Indeed! This sounds like someone who knows a bit about the process and will help us to understand some of the subtleties inherent in the very complicated and unique logistics of equipping a military.

Yes, lupus_yonderboy, there are subtleties.
posted by MoTLD at 10:55 PM on May 14, 2013


the very complicated and unique logistics of equipping a military.

Traditionally, you just point them at some land you don't own yet, and they go forage, right?
posted by mikelieman at 11:25 PM on May 14, 2013 [2 favorites]


War is definitely a racket. That said, defense spending has only grown at a rate of 2% since 1972, while the overall GDP grew at 2.7%. Ideally, defense should've contracted after then end of the cold war, but relative to GDP defense has contracted slightly.

Law enforcement has contributed 12.2% to the total federal budget growth as a share of GDP since 1972. Indeed, law enforcement is the only area of discretionary spending that grew!
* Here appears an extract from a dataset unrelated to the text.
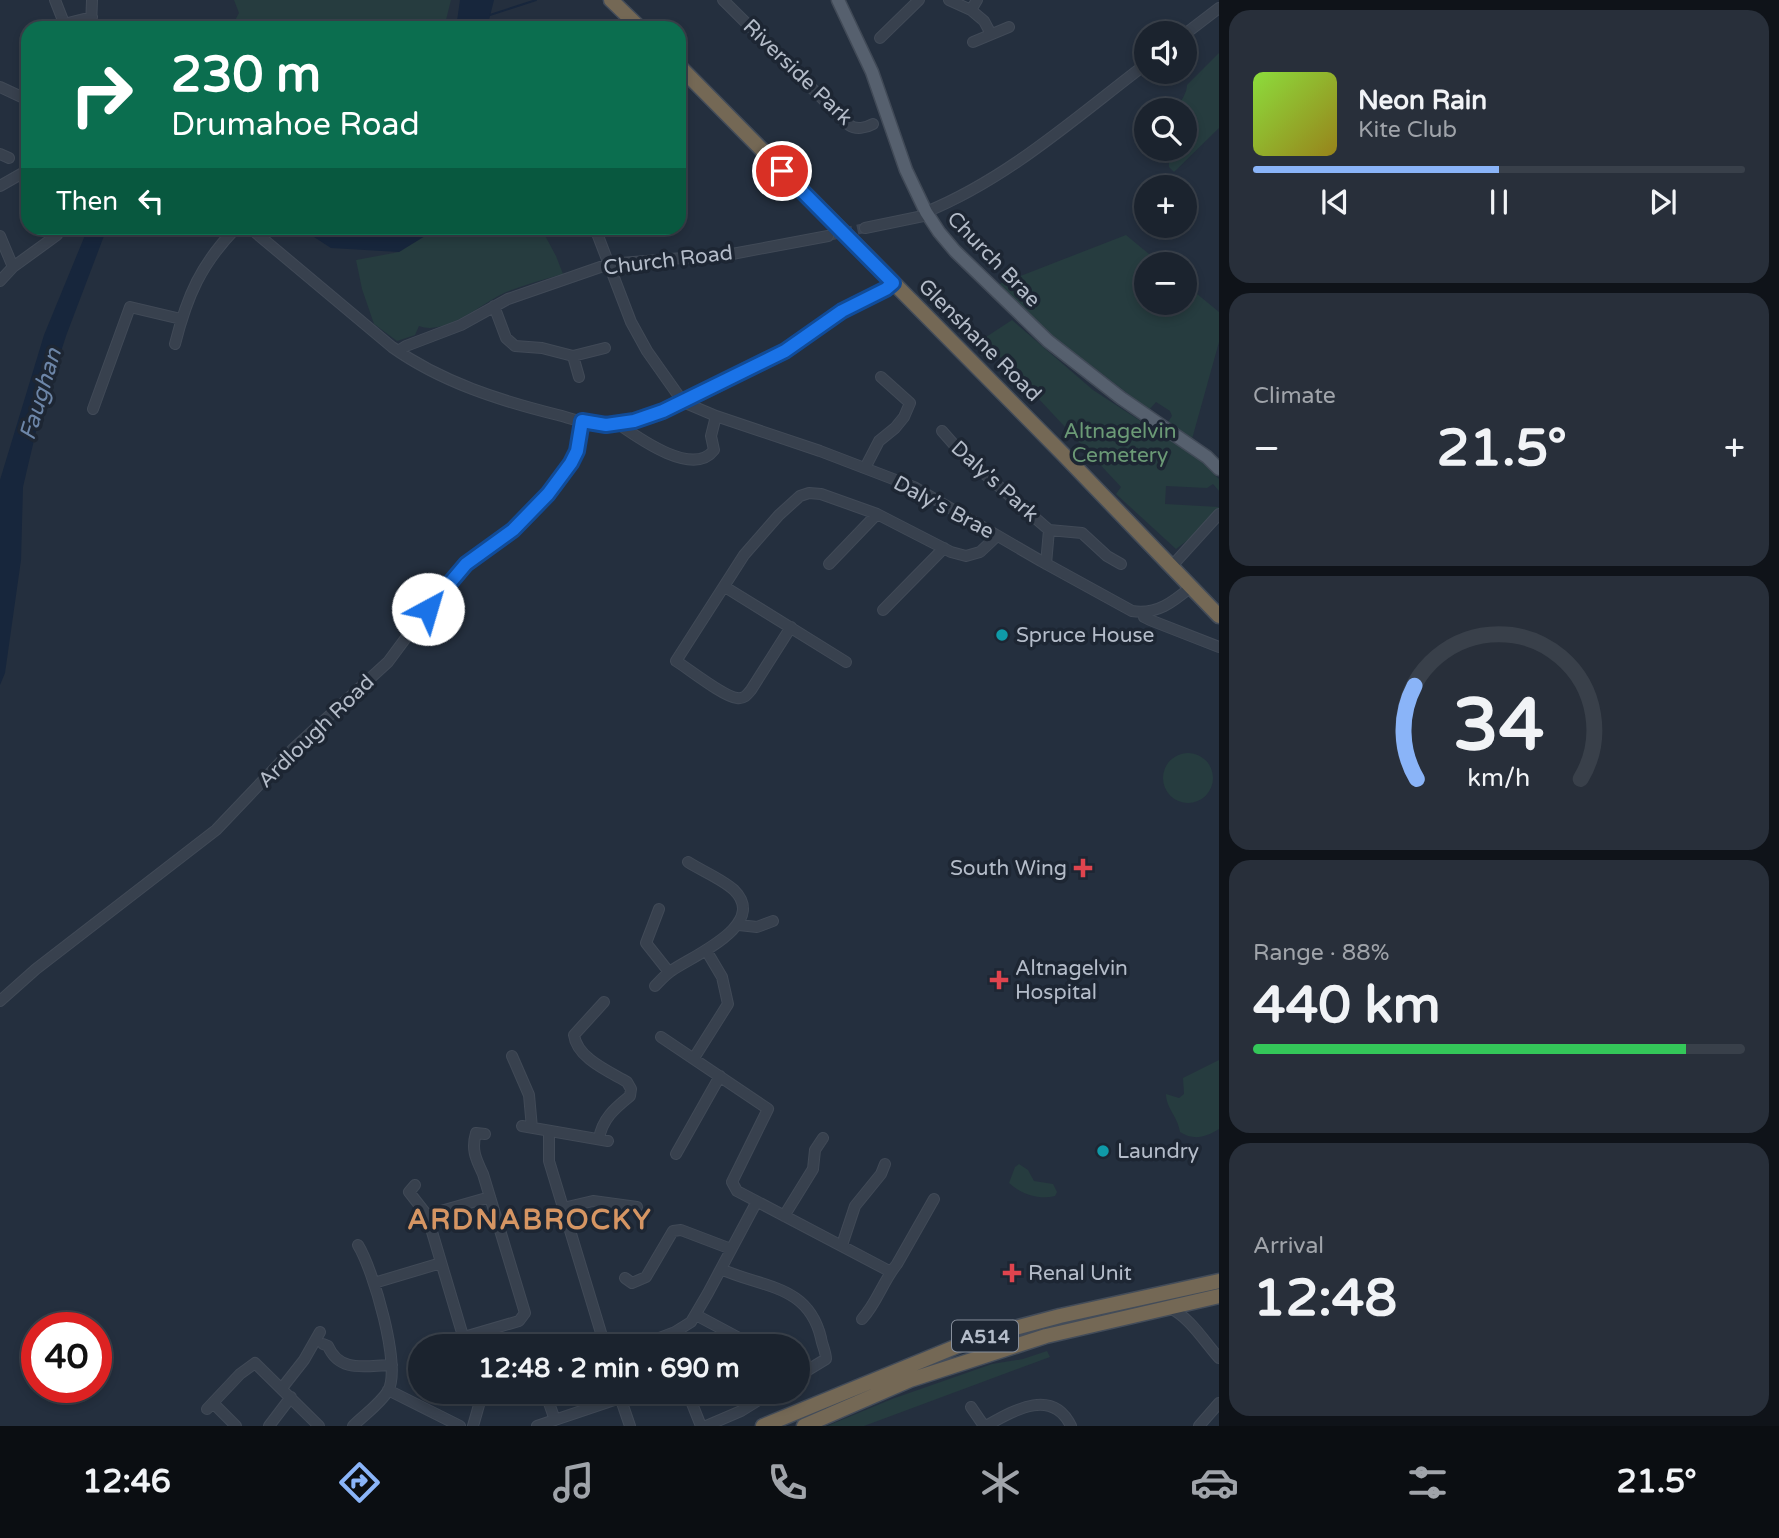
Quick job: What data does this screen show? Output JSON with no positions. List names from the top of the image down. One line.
{"streets":{"highway":["Glenshane Road","A514"],"main road":["Church Brae"],"street":["Riverside Park","Church Road","Daly's Park","Daly's Brae","Ardlough Road"]},"crossings":[["Daly's Park","Daly's Brae"]],"districts":["ARDNABROCKY"],"water":["Faughan"],"parks":["Altnagelvin Cemetery"],"places":{"other":["Spruce House","Laundry"],"health":["South Wing","Altnagelvin Hospital","Renal Unit"]},"page":{"map_buttons":["+","−"],"turn":["230 m","Drumahoe Road"],"song":["Neon Rain","Kite Club"],"then":"Then","tile":["Climate",["Range · 88%","440 km"],["Arrival","12:48"]],"heat":["−","21.5°","+"],"limit":"40","trip":"12:48 · 2 min · 690 m","tabs":["12:46","21.5°"],"gauge":["34","km/h"]}}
We've made law enforcement into the racket war once provided because we've stopped fighting such large wars.

We've gained absolutely nothing as a society from the increase in spending on law enforcement since 1972. Yes, forensic technology has improved considerably, but technology improvement basically never increase prices, they simply improve results. In addition, all that increased spending on law enforcement dose literally nothing for the economy or worse actively discourages economic activity.
posted by jeffburdges at 2:53 AM on May 15, 2013 [1 favorite]


Gosh, it frustrates me when people just don't bother to Read The Fascinating Article
The rest of the article was a mish-mash of recycled allegations against randomly selected contractors, some valid, some not, but nothing new. Just a summary of whatever they could google about each company.
Imagine you hire me to complete a job for you and I say, "I'm going to hire a bunch of people at whatever salary I care to pay, and purchase materials at any price I feel like, perhaps even from my own subsidiary. You won't get any control over any of this process at all. At the end, I'll total whatever I spent, and you'll pay me that plus a fixed percent on top of that."
That simply isn't how cost plus contracts work. There is significant oversight over costs, including not only volumes of regulations, but meticulous audits to ensure that the items procured complied with the volume of regulation. Furthermore, the decision to use a cost-plus vehicle is entirely the government's and is selected by people whose careers are entirely focused on procurement and have decided that this particular method is the most effective for this requirement. In fact, because of the stringent cost containment controls in cost-plus contracts, they are generally less profitable than most other contract types.
(They also had the nerve to sue the US government for using a contractor who underbid them - really, you can't make this shit up.)
This also reflects a significant lack of understanding about how procurement works. In order to form the basis of a successful protest action, you have to allege something more than "we got underbid." This particular action is sealed, but normally these kind of suits allege that the winning vendor did not meet the terms of the contract (is proposing to deliver apples instead of oranges) or that there is some other problem with their proposal that will ultimately result in a higher cost to the government or that the government didn't follow their own rules in making the award. Moreover, many contracts assign cost a lower value than technical merit, which opens up a lot of debate as to who should actually be the highest ranked bidder. Supreme might really be a bad actor, I'm not familiar with them at all, but the fact that they protested a contract where they were not the low bidder is meaningless. I'd bet that every single contractor has protested an award where they lost a contract and weren't the low bidder. Its not remotely a thing that anyone should find outrageous -- it is how the system works.
posted by Lame_username at 5:28 AM on May 15, 2013 [2 favorites]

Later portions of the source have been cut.